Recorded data
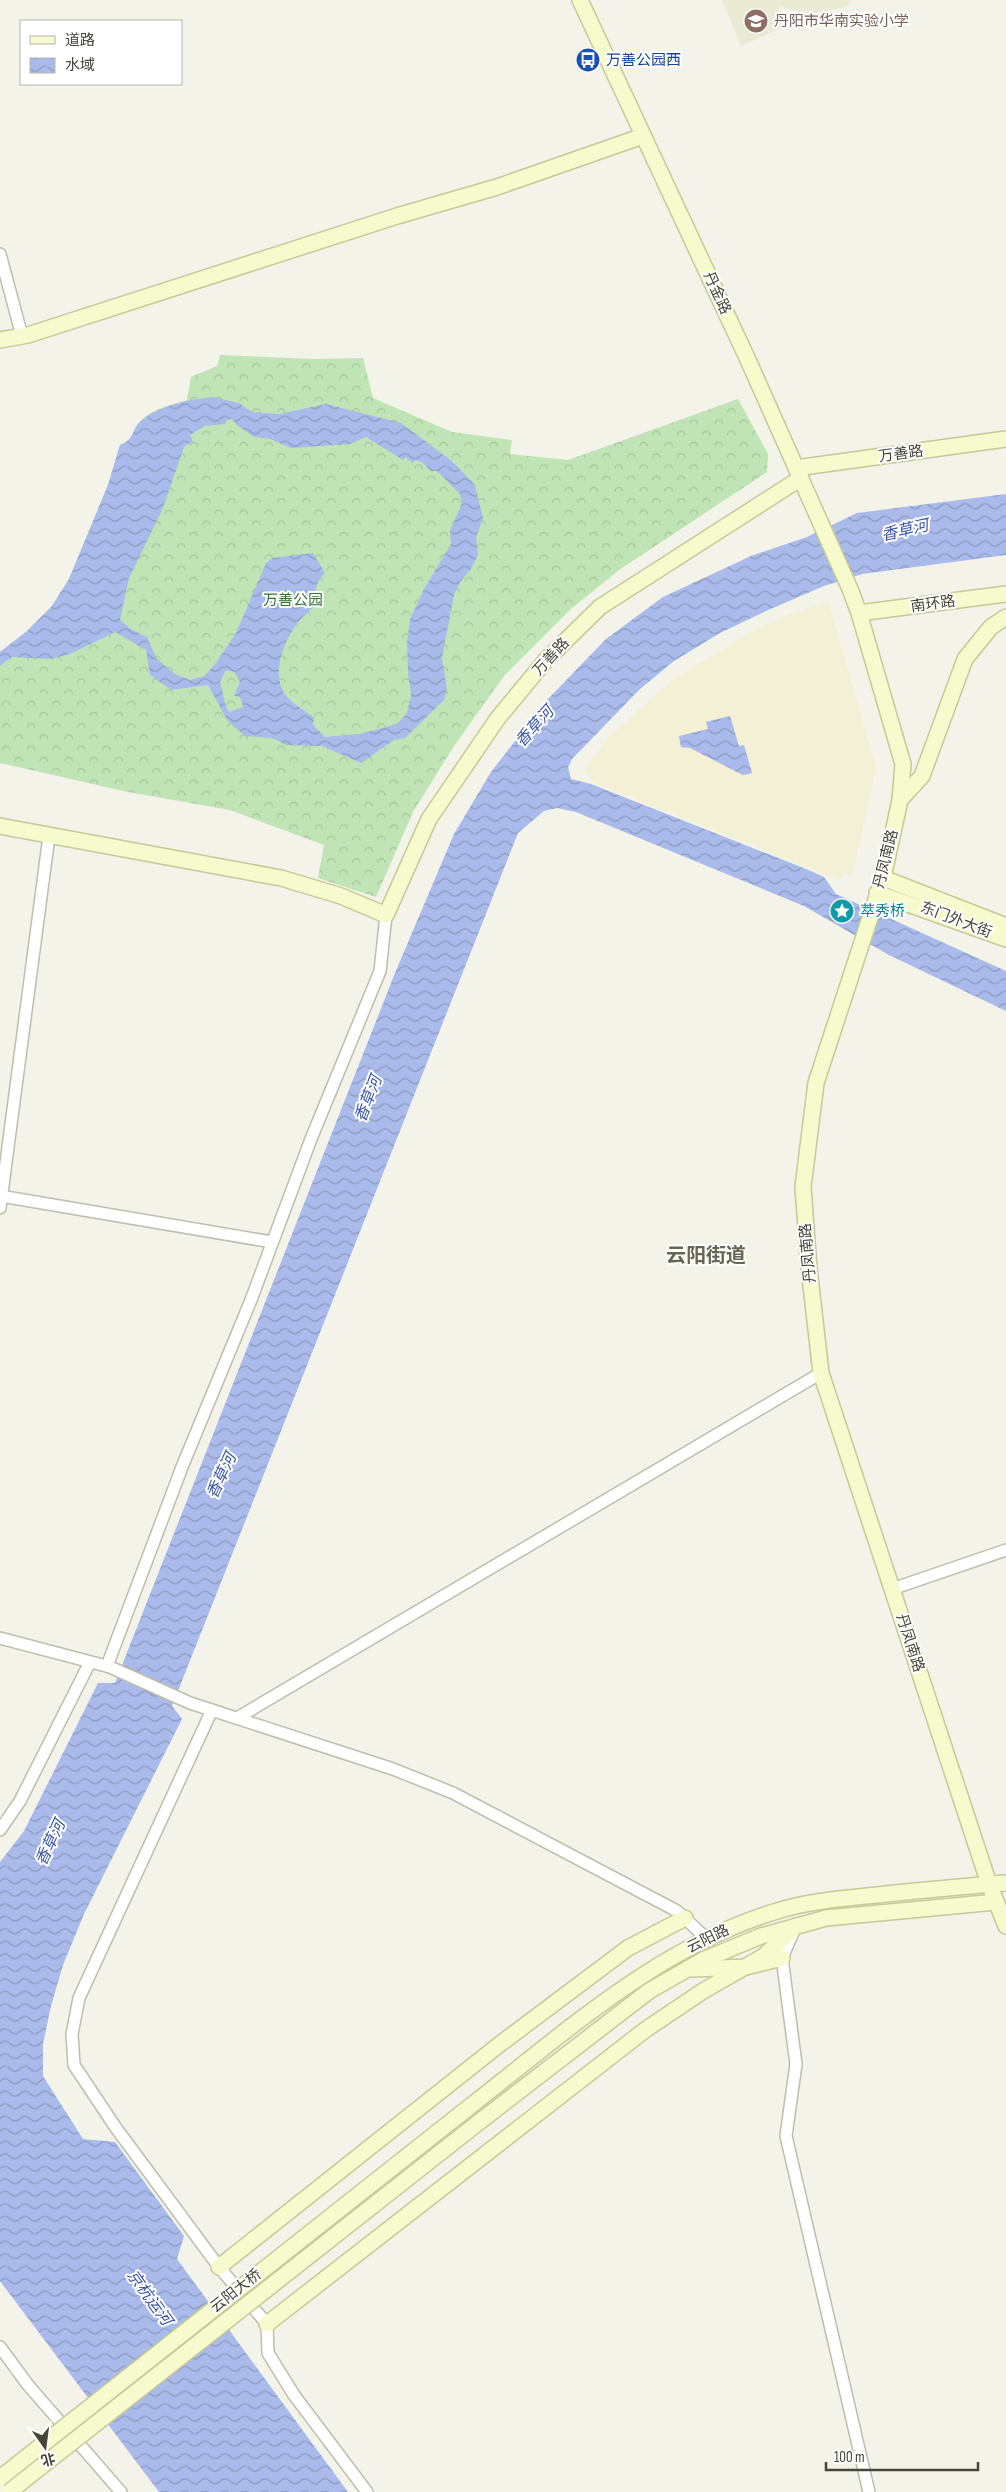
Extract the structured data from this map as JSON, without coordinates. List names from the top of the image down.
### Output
{
  "streets": {
    "street": [
      "丹金路",
      "万善路",
      "南环路",
      "丹凤南路",
      "东门外大街",
      "云阳路",
      "云阳大桥"
    ]
  },
  "crossings": [
    ["丹金路", "万善路"],
    ["丹金路", "南环路"],
    ["丹金路", "丹凤南路"],
    ["南环路", "丹凤南路"],
    ["丹凤南路", "东门外大街"],
    ["丹凤南路", "云阳路"],
    ["云阳路", "云阳大桥"]
  ],
  "districts": ["云阳街道"],
  "water": ["香草河", "京杭运河"],
  "parks": ["万善公园"],
  "places": {
    "school or university": ["丹阳市华南实验小学"],
    "bus stop": ["万善公园西"],
    "place": ["萃秀桥"]
  },
  "legend": ["道路", "水域"],
  "scale_bar": "100 m",
  "north": "bottom"
}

TASK REQUIREMENTS = Every line above with the word "丹凤南路" belongs in the answer, copied as written.

RESPONSE =
      "丹凤南路",
    ["丹金路", "丹凤南路"],
    ["南环路", "丹凤南路"],
    ["丹凤南路", "东门外大街"],
    ["丹凤南路", "云阳路"],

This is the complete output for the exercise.